* Exercise aim
From the entries that follow, copy exactly the lines beginning at the line holding "height:16px; margin:-8px; padding:0" and continuing through the line holding "translate:-50% -50%; white-space:nowrap;".
── Task material ──
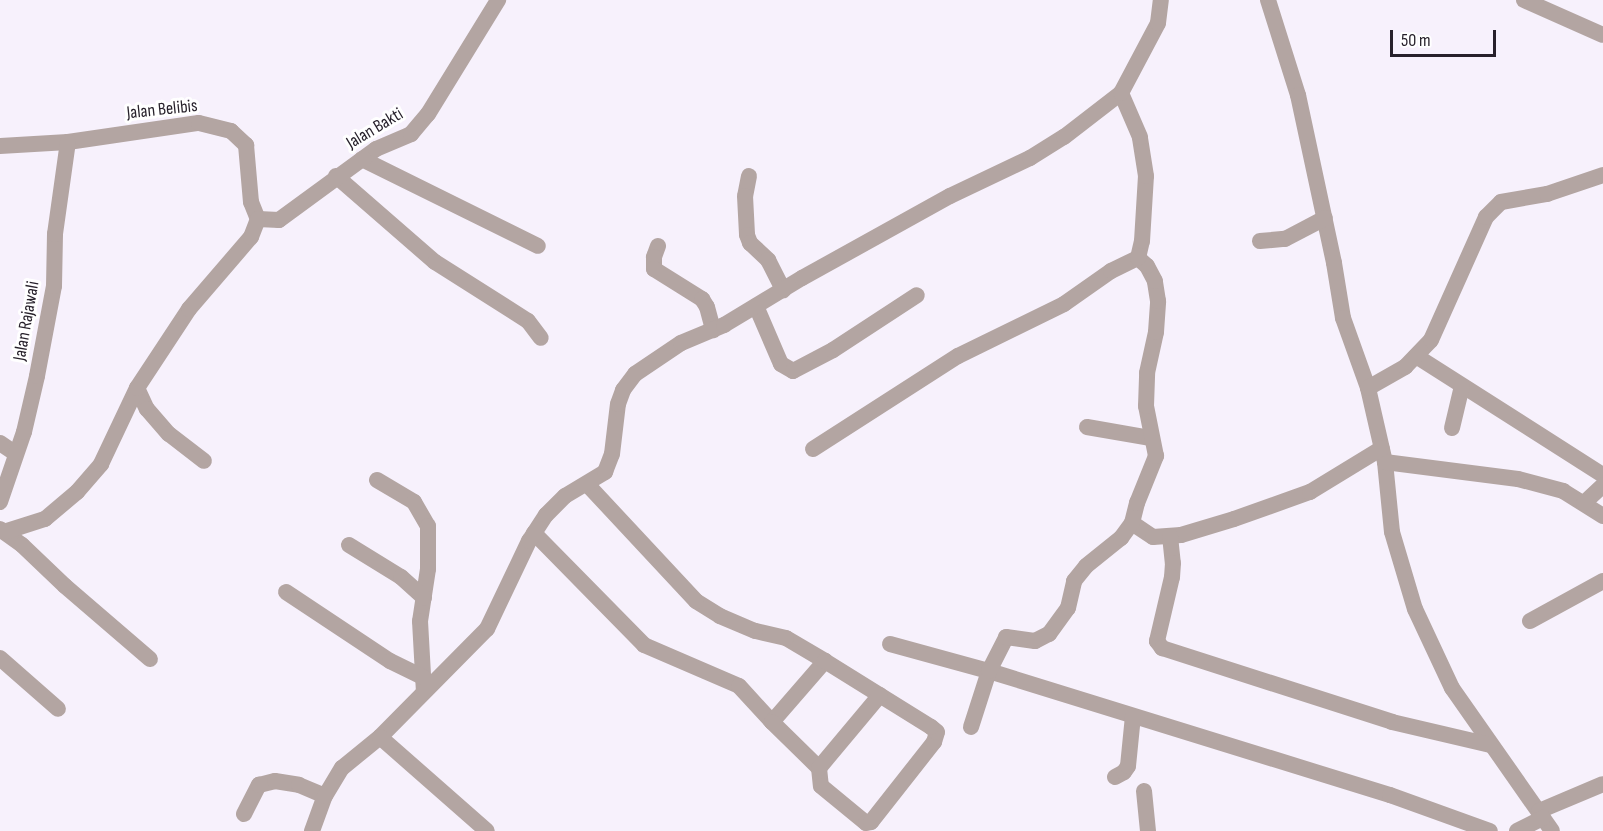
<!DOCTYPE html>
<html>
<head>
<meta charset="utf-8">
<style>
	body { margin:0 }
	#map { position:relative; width:1603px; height:831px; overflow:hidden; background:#f7f1fc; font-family:"Sofia Sans Condensed",sans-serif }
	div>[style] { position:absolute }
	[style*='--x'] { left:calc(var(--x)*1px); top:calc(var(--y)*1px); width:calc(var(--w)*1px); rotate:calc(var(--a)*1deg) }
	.street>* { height:16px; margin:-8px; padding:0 8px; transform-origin:8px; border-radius:8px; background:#b3a5a2 }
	span { translate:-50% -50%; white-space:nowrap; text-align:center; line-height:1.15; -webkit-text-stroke:6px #fff; paint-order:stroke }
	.street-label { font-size:18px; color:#27212b }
	.scale { position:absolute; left:1390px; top:30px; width:106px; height:27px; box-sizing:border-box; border:3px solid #27212b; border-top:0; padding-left:8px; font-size:18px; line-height:21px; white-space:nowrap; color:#27212b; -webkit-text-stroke:4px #fff; paint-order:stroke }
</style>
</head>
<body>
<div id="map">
	<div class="street">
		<i style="--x:1268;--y:0;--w:100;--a:72.5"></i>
		<i style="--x:1298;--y:95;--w:172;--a:77.9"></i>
		<i style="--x:1334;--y:263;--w:56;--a:80.7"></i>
		<i style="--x:1343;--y:318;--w:74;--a:70.3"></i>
		<i style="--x:1368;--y:388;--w:76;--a:77.1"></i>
		<i style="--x:1385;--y:462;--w:70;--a:84.3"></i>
		<i style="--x:1392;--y:532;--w:80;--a:73.4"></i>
		<i style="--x:1415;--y:609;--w:87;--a:64.9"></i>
		<i style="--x:1452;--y:688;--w:174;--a:55"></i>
		<i style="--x:1524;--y:0;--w:86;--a:23.9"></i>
		<i style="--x:0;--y:146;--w:68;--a:-3.4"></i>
		<i style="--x:68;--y:142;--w:132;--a:-8.3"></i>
		<i style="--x:199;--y:123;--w:33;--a:14"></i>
		<i style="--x:231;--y:131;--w:21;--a:43"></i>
		<i style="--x:246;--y:145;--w:57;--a:85"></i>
		<i style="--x:251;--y:202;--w:18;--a:68"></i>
		<i style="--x:362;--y:159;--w:196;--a:26.3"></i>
		<i style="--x:336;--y:176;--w:131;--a:41"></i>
		<i style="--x:435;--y:262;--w:110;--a:32.4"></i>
		<i style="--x:528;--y:321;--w:21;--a:53"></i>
		<i style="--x:749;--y:176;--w:20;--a:101"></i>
		<i style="--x:745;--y:196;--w:39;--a:87"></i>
		<i style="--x:747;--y:235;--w:9;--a:69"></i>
		<i style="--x:750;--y:243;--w:25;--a:43"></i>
		<i style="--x:768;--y:260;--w:34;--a:63"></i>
		<i style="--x:258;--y:219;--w:21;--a:3"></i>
		<i style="--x:279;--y:220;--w:120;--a:-36.2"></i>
		<i style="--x:376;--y:149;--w:38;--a:-23"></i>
		<i style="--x:411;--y:134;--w:26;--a:-50"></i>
		<i style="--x:428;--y:114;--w:134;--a:-58.4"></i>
		<i style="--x:1260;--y:241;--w:25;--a:-5"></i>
		<i style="--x:1285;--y:239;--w:45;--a:-27.7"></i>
		<i style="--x:658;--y:246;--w:12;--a:110"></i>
		<i style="--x:654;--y:257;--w:12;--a:90"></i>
		<i style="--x:654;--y:269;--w:57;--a:32"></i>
		<i style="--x:702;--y:299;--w:9;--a:58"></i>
		<i style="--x:707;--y:307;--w:24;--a:75"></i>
		<i style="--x:756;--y:306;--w:63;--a:66.7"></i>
		<i style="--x:781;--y:364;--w:14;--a:30"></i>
		<i style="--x:793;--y:371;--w:45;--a:-27.7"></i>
		<i style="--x:833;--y:350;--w:100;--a:-33.2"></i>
		<i style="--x:1416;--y:356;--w:222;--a:32.5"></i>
		<i style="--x:137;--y:388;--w:23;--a:65"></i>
		<i style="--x:147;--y:409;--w:33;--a:49"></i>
		<i style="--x:169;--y:434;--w:44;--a:37.6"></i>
		<i style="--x:1368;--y:388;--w:43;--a:-29.6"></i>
		<i style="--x:1405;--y:367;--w:37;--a:-46"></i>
		<i style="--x:1431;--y:340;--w:135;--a:-65.9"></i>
		<i style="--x:1486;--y:217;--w:21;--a:-45"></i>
		<i style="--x:1501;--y:202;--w:47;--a:-9.9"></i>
		<i style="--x:1547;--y:194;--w:59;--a:-18.7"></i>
		<i style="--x:1087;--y:427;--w:65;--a:9.8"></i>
		<i style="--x:1452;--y:428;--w:43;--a:-76.6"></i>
		<i style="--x:0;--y:443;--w:18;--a:34"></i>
		<i style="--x:813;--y:449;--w:172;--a:-32.7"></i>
		<i style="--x:958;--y:356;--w:118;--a:-26.1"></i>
		<i style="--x:1064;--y:304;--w:57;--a:-35.1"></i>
		<i style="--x:1111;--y:271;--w:30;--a:-26"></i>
		<i style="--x:1385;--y:462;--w:134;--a:7.3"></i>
		<i style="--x:1518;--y:479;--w:47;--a:14.9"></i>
		<i style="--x:1563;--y:491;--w:47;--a:32"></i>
		<i style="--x:377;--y:480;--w:43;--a:30.7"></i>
		<i style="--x:414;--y:502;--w:28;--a:60"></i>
		<i style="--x:428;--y:526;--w:43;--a:90"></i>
		<i style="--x:428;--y:569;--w:53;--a:98.7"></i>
		<i style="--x:420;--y:621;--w:71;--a:86.8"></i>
		<i style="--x:0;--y:502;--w:74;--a:-71.1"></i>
		<i style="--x:24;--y:432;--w:57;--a:-76.9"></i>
		<i style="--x:37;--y:376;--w:92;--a:-79.3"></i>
		<i style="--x:54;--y:286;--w:52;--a:-88.9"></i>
		<i style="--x:55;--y:234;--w:93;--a:-82"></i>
		<i style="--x:1584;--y:503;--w:26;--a:-43"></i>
		<i style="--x:1132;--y:523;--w:25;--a:34"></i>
		<i style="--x:1153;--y:537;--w:28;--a:-4"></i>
		<i style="--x:1181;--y:535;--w:55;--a:-16.8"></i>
		<i style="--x:1234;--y:519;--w:81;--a:-19.6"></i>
		<i style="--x:1310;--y:492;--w:84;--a:-31.4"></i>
		<i style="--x:0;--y:529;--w:27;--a:36"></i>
		<i style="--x:22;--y:545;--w:59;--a:43.6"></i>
		<i style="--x:65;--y:586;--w:112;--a:40.7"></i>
		<i style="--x:4;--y:532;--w:43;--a:-17.6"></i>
		<i style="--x:45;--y:519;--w:42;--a:-40.2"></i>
		<i style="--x:77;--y:492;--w:37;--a:-49"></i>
		<i style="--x:101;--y:464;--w:84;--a:-64.7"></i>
		<i style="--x:137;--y:388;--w:95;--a:-56.6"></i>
		<i style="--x:189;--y:309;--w:95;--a:-49.3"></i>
		<i style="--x:251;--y:237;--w:19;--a:-69"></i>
		<i style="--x:534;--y:533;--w:157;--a:45.5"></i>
		<i style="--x:644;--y:645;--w:103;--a:23.3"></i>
		<i style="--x:739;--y:686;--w:49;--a:47.5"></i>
		<i style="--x:772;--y:722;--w:81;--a:-49"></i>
		<i style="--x:825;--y:661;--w:45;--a:-149.5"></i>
		<i style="--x:786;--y:638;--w:32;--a:-167"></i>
		<i style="--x:755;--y:631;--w:38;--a:-157"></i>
		<i style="--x:720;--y:616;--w:28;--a:-148"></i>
		<i style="--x:696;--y:601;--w:160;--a:-133"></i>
		<i style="--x:1170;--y:536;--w:27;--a:84"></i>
		<i style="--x:1173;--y:563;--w:14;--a:94"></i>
		<i style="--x:1172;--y:577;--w:66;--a:103.2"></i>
		<i style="--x:1157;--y:641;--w:9;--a:54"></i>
		<i style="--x:1162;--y:648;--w:242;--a:17.8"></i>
		<i style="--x:1392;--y:722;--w:101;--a:13.2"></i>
		<i style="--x:349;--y:545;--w:61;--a:31.6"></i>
		<i style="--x:401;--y:577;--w:31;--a:42"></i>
		<i style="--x:286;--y:592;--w:125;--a:33.6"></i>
		<i style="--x:390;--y:661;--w:37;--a:26"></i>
		<i style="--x:1530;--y:621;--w:83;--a:-28.7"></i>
		<i style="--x:890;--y:644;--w:103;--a:15.3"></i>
		<i style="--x:989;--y:671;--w:420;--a:17.2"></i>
		<i style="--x:1390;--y:795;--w:106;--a:19.8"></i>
		<i style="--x:0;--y:658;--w:77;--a:41.3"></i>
		<i style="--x:772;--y:722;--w:66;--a:44.4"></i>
		<i style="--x:819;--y:768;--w:18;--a:84"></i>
		<i style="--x:821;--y:786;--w:58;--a:39.4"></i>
		<i style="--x:866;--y:823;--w:5;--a:-11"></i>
		<i style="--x:871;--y:822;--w:102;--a:-51.8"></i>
		<i style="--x:934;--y:742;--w:10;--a:-73"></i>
		<i style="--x:937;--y:732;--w:8;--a:-140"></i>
		<i style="--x:931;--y:727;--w:125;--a:-148.1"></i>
		<i style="--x:971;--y:727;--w:59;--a:-72.2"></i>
		<i style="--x:989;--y:671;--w:38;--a:-63"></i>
		<i style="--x:1006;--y:637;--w:29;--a:8"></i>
		<i style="--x:1035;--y:641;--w:16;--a:-27"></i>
		<i style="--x:1049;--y:634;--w:32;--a:-54"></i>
		<i style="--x:1068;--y:608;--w:28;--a:-77"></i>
		<i style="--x:1074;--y:581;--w:19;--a:-51"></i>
		<i style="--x:1086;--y:566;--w:45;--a:-38.7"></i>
		<i style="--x:1121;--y:538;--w:19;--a:-54"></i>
		<i style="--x:1132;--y:523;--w:21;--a:-76"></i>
		<i style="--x:1137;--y:503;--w:51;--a:-68"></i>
		<i style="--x:1156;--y:456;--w:51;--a:-101.3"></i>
		<i style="--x:1146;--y:406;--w:33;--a:-88"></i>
		<i style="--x:1147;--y:373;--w:42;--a:-77.6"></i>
		<i style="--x:1156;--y:332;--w:31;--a:-86"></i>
		<i style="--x:1158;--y:301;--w:20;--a:-99"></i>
		<i style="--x:1155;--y:281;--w:17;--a:-118"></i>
		<i style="--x:1147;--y:266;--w:12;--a:-138"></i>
		<i style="--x:1138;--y:258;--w:17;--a:-77"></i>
		<i style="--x:1142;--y:241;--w:65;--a:-86.5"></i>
		<i style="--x:1146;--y:176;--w:39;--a:-99"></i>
		<i style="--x:1140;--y:137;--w:48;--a:-113.4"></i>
		<i style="--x:380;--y:737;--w:152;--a:-45.3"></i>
		<i style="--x:487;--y:629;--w:98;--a:-64.5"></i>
		<i style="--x:529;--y:541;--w:31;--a:-57"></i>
		<i style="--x:546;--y:515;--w:27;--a:-45"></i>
		<i style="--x:565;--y:496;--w:47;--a:-31"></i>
		<i style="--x:605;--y:472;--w:19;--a:-69"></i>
		<i style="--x:612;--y:454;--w:50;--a:-83.2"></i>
		<i style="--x:618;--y:404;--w:15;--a:-70"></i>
		<i style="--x:623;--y:390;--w:20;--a:-53"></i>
		<i style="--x:635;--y:374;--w:55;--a:-34"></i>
		<i style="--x:681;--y:343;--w:47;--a:-22.7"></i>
		<i style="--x:724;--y:325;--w:91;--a:-31.1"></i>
		<i style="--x:802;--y:278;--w:169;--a:-29"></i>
		<i style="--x:950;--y:196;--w:89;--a:-25.4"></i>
		<i style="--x:1030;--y:158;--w:40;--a:-32"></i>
		<i style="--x:1064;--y:137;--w:72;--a:-37.7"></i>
		<i style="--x:1121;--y:93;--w:79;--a:-62.1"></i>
		<i style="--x:1158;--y:23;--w:23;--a:-83"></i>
		<i style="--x:819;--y:768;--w:95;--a:-50.1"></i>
		<i style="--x:1115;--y:777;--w:10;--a:-29"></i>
		<i style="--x:1124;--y:772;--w:7;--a:-56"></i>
		<i style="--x:1128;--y:766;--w:50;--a:-84.3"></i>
		<i style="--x:1144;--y:791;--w:40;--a:84.3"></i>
		<i style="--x:1539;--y:811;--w:69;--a:-22.9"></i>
		<i style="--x:244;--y:814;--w:33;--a:-63"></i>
		<i style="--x:259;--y:785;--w:16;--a:-14"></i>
		<i style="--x:275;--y:781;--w:24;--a:9"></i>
		<i style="--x:299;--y:785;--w:28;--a:23"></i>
		<i style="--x:312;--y:831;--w:37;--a:-70"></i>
		<i style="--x:325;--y:796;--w:33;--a:-59"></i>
		<i style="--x:342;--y:768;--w:49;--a:-39.2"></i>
		<i style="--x:380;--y:737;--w:142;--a:41.3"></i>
		<i style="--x:1517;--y:831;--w:29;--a:-27"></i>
	</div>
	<div class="street-label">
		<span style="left:162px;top:110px;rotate:-6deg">Jalan Belibis</span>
		<span style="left:375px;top:129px;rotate:-31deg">Jalan Bakti</span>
		<span style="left:27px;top:321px;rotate:-80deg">Jalan Rajawali</span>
	</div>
	<div class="scale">50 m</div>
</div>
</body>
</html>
───
* Output
	.street>* { height:16px; margin:-8px; padding:0 8px; transform-origin:8px; border-radius:8px; background:#b3a5a2 }
	span { translate:-50% -50%; white-space:nowrap; text-align:center; line-height:1.15; -webkit-text-stroke:6px #fff; paint-order:stroke }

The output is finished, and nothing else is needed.